Skip to content

How-to: simulation module

Running parallel simulations with MultiSim

The MultiSim class provides an interface for simultaneously running multiple GLMSim objects across separate CPU cores. For tasks where many permutations of a simulation need to be run, MultiSim can provide a significant performance boost over running simulations sequentially.

A sequential example

Before getting started with MultiSim, consider the following example where 10 permutations of Sparkling Lake are run sequentially in order to assess the impact of changing the light extiction coefficient (kw) on water temperature:

import random

from glmpy import simulation as sim


# Set a random seed for reproducible results
random.seed(42)

#Initialise and instance of `GLMSim` using the sparkling_lake example
glm_sim = sim.GLMSim.from_example_sim("sparkling_lake")

num_sims = 10
all_results = []
for i in range(num_sims):
    # Pre-run configuration:
    # 1) Set a unique simulation name
    # 2) Set a random kw parameter value
    glm_sim.sim_name = f"sparkling_{i}"
    glm_sim.set_param_value("glm", "light", "kw", random.random())

    # Run the sim
    glm_outputs = glm_sim.run()

    # Post-run processing and clean-up: 
    # 1) Calculate mean temperature
    # 2) Get the kw value
    # 3) Collect the results
    # 4) Delete the outputs directory (optional)
    wq_pd = glm_outputs.get_csv_pd("WQ_17")
    mean_temp = wq_pd["temp"].mean()
    kw = glm_sim.get_param_value("glm", "light", "kw")
    results = (glm_sim.sim_name, round(kw, 3), round(mean_temp, 3))
    glm_sim.rm_sim_dir()

    all_results.append(results)

print(all_results)
[('sparkling_0', 0.639, 10.818), ('sparkling_1', 0.025, 7.333), ('sparkling_2', 0.275, 10.378), ('sparkling_3', 0.223, 10.39), ('sparkling_4', 0.736, 10.706), ('sparkling_5', 0.677, 10.792), ('sparkling_6', 0.892, 10.754), ('sparkling_7', 0.087, 9.469), ('sparkling_8', 0.422, 10.57), ('sparkling_9', 0.03, 7.631)]

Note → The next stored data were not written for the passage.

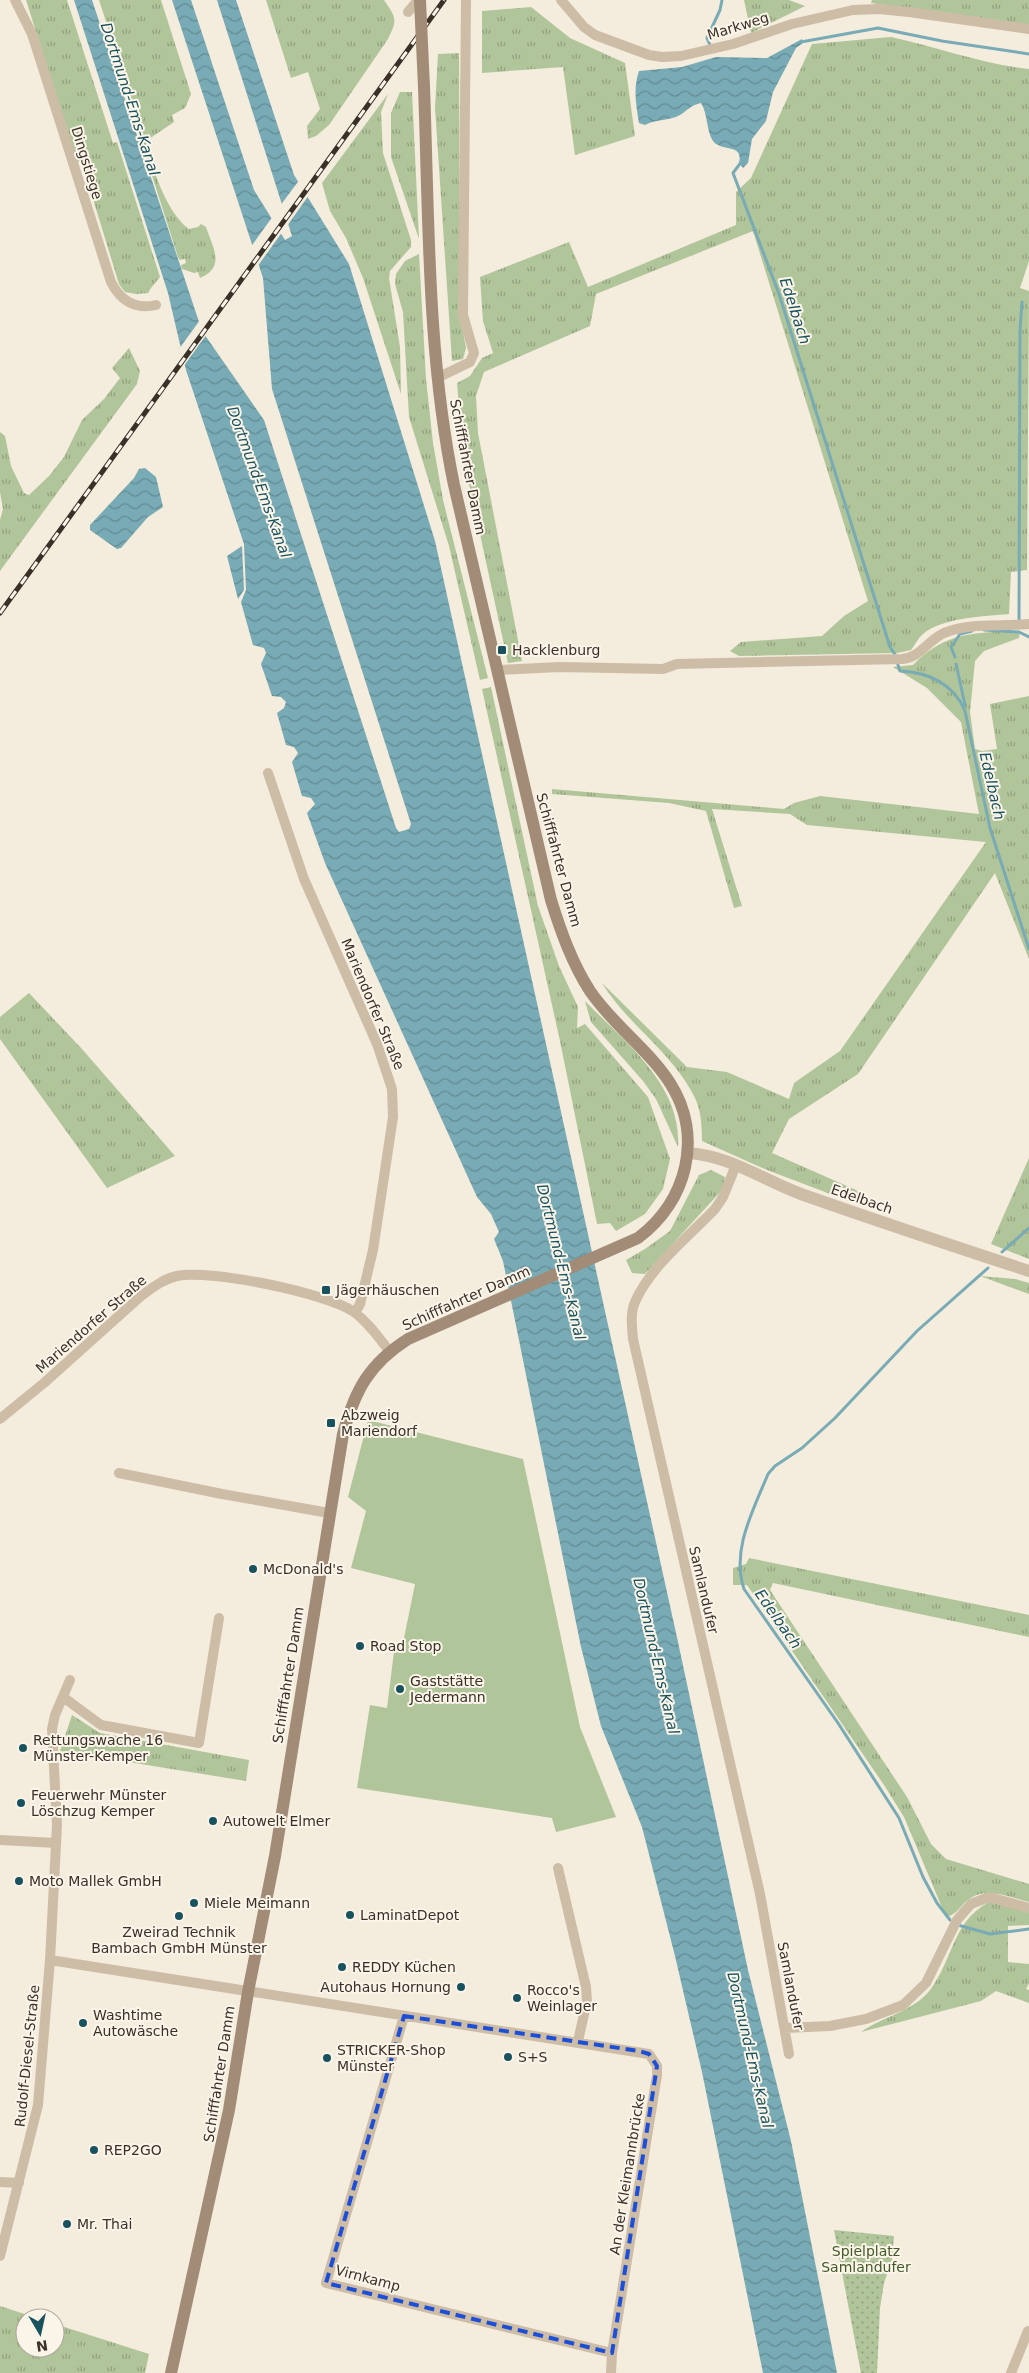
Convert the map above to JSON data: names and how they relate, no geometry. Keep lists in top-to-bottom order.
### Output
{
  "streets": {
    "main road": ["Schifffahrter Damm"],
    "street": [
      "Markweg",
      "Dingstiege",
      "Mariendorfer Straße",
      "Edelbach",
      "Samlandufer",
      "Rudolf-Diesel-Straße",
      "An der Kleimannbrücke",
      "Virnkamp"
    ]
  },
  "crossings": [
    ["Schifffahrter Damm", "Mariendorfer Straße"],
    ["Schifffahrter Damm", "Edelbach"],
    ["Schifffahrter Damm", "An der Kleimannbrücke"],
    ["Edelbach", "Samlandufer"],
    ["An der Kleimannbrücke", "Virnkamp"]
  ],
  "water": ["Dortmund-Ems-Kanal", "Edelbach"],
  "parks": ["Spielplatz Samlandufer"],
  "places": {
    "transit": ["Hacklenburg", "Jägerhäuschen", "Abzweig Mariendorf"],
    "other": [
      "McDonald's",
      "Road Stop",
      "Gaststätte Jedermann",
      "Rettungswache 16 Münster-Kemper",
      "Feuerwehr Münster Löschzug Kemper",
      "Autowelt Elmer",
      "Moto Mallek GmbH",
      "Miele Meimann",
      "LaminatDepot",
      "Zweirad Technik Bambach GmbH Münster",
      "REDDY Küchen",
      "Autohaus Hornung",
      "Rocco's Weinlager",
      "Washtime Autowäsche",
      "S+S",
      "STRICKER-Shop Münster",
      "REP2GO",
      "Mr. Thai"
    ]
  },
  "north": "bottom"
}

This example can be broken into three key components: the configuration, running, and post-processing of each simulation. To use MultiSim the configuration and post-processing components need to be handled in a slightly different way.

Creating copies of GLMSim objects

In the sequential example above, the same GLMSim object was re-configured with a new sim_name and kw parameter for each run. To use MultiSim, a list of GLMSim objects—each independent in memory—is required. This can easily be achieved by using GLMSim's get_deepcopy() method and then appending the newly configured simulation to a list:

import random

from glmpy import simulation as sim


random.seed(42)

glm_sim = sim.GLMSim.from_example_sim("sparkling_lake")

num_sims = 10
glm_sims = []
for i in range(num_sims):
    # Create a copy of `glm_sim` in memory
    new_sim = glm_sim.get_deepcopy()

    # Set the sim_name and kw
    new_sim.sim_name = f"sparkling_{i}"
    new_sim.set_param_value("glm", "light", "kw", random.random())

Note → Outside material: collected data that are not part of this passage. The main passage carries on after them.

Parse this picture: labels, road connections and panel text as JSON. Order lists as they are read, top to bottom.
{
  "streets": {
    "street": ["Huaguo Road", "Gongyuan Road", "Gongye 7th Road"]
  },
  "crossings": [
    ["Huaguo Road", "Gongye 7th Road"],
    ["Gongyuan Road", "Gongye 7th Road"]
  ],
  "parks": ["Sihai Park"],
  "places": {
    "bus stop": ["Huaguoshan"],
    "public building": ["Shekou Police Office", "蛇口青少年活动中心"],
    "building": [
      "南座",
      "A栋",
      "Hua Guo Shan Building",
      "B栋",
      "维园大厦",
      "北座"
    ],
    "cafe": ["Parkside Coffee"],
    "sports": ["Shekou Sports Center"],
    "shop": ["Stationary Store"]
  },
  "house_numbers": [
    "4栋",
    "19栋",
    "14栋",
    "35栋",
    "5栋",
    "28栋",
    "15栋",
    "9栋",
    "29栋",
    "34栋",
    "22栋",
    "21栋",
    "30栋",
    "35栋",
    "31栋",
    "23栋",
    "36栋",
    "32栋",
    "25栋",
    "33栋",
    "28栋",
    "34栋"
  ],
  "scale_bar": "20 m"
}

    # Append the sim to a list
    glm_sims.append(new_sim)

Refactoring the post-processing

When MultiSim runs, a separate Python process is spawned to run a given GLMSim object on an available CPU core. Once that simulation completes, a user-definable function is then called before the process is terminated. This function can be used to post-process results in a way that allows the user to extract desired information before deleting the output directory. A list of the function outputs is returned to the user at the completion of running a MultiSim. This allows for a more efficient use of disk space when running large numbers of simulations.

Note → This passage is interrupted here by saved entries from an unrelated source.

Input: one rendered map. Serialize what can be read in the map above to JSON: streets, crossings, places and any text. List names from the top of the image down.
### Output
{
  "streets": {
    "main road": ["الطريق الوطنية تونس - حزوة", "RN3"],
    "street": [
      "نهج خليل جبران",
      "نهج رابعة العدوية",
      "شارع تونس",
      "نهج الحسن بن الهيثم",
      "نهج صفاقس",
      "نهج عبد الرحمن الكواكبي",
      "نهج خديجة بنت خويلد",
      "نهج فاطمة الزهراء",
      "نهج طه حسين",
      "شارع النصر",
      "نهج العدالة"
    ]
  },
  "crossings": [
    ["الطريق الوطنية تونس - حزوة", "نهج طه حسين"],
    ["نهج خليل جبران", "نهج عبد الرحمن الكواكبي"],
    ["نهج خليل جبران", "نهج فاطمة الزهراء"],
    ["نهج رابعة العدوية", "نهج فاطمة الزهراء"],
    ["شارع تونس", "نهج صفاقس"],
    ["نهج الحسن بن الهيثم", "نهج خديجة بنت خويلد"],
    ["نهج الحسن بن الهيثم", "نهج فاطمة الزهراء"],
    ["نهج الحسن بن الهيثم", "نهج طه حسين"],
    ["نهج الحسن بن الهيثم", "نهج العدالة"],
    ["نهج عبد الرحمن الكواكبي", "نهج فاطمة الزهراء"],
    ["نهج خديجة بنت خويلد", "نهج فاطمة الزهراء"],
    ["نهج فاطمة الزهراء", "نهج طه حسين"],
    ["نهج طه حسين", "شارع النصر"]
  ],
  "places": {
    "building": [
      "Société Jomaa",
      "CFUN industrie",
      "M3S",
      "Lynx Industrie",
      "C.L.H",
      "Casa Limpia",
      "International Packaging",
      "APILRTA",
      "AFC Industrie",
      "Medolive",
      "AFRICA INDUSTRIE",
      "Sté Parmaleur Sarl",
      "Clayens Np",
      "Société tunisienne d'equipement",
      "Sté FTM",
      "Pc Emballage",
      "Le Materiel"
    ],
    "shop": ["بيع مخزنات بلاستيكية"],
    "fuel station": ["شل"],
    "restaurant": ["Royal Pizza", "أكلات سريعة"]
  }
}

To define this function, refactor the four post-processing steps from the sequential example into a function that takes two arguments: a GLMSim object and a GLMOutputs object:

def on_sim_end(glm_sim: sim.GLMSim, glm_outputs: sim.GLMOutputs):
    # Collect the results then delete the outputs directory
    wq_pd = glm_outputs.get_csv_pd("WQ_17")
    mean_temp = wq_pd["temp"].mean()
    kw = glm_sim.get_param_value("glm", "light", "kw")
    results = (glm_sim.sim_name, round(kw, 3), round(mean_temp, 3))
    glm_sim.rm_sim_dir()

    # Return the results
    return results

Running in parallel

To run a MultiSim, first initialise the object with the list of GLMSims objects. Then call the run() method and provide the function name to be run at the completion of each simulation. The number CPU cores to use can be optionally defined. By default, this is the maximum available (as returned by MultiSim.cpu_count()). Upon completion of run(), a list of the function outputs is returned.

import random

from glmpy import simulation as sim


random.seed(42)

def on_sim_end(glm_sim: sim.GLMSim, glm_outputs: sim.GLMOutputs):
    wq_pd = glm_outputs.get_csv_pd("WQ_17")
    mean_temp = wq_pd["temp"].mean()
    kw = glm_sim.get_param_value("glm", "light", "kw")
    glm_sim.rm_sim_dir()
    return (glm_sim.sim_name, round(kw, 3), round(mean_temp, 3))

glm_sim = sim.GLMSim.from_example_sim("sparkling_lake")

num_sims = 10
glm_sims = []
for i in range(num_sims):
    random_sim = glm_sim.get_deepcopy()
    random_sim.sim_name = f"sparkling_{i}"
    kw = random.random()
    random_sim.set_param_value("glm", "light", "kw", kw)
    glm_sims.append(random_sim)


multi_sim = sim.MultiSim(glm_sims=glm_sims)
outputs = multi_sim.run(
    on_sim_end=on_sim_end,
    cpu_count=sim.MultiSim.cpu_count(),
    write_log=True,
    time_sim=True,
    time_multi_sim=True
)
print(outputs)
[('sparkling_0', 0.639, 10.818), ('sparkling_1', 0.025, 7.333), ('sparkling_2', 0.275, 10.378), ('sparkling_3', 0.223, 10.39), ('sparkling_4', 0.736, 10.706), ('sparkling_5', 0.677, 10.792), ('sparkling_6', 0.892, 10.754), ('sparkling_7', 0.087, 9.469), ('sparkling_8', 0.422, 10.57), ('sparkling_9', 0.03, 7.631)]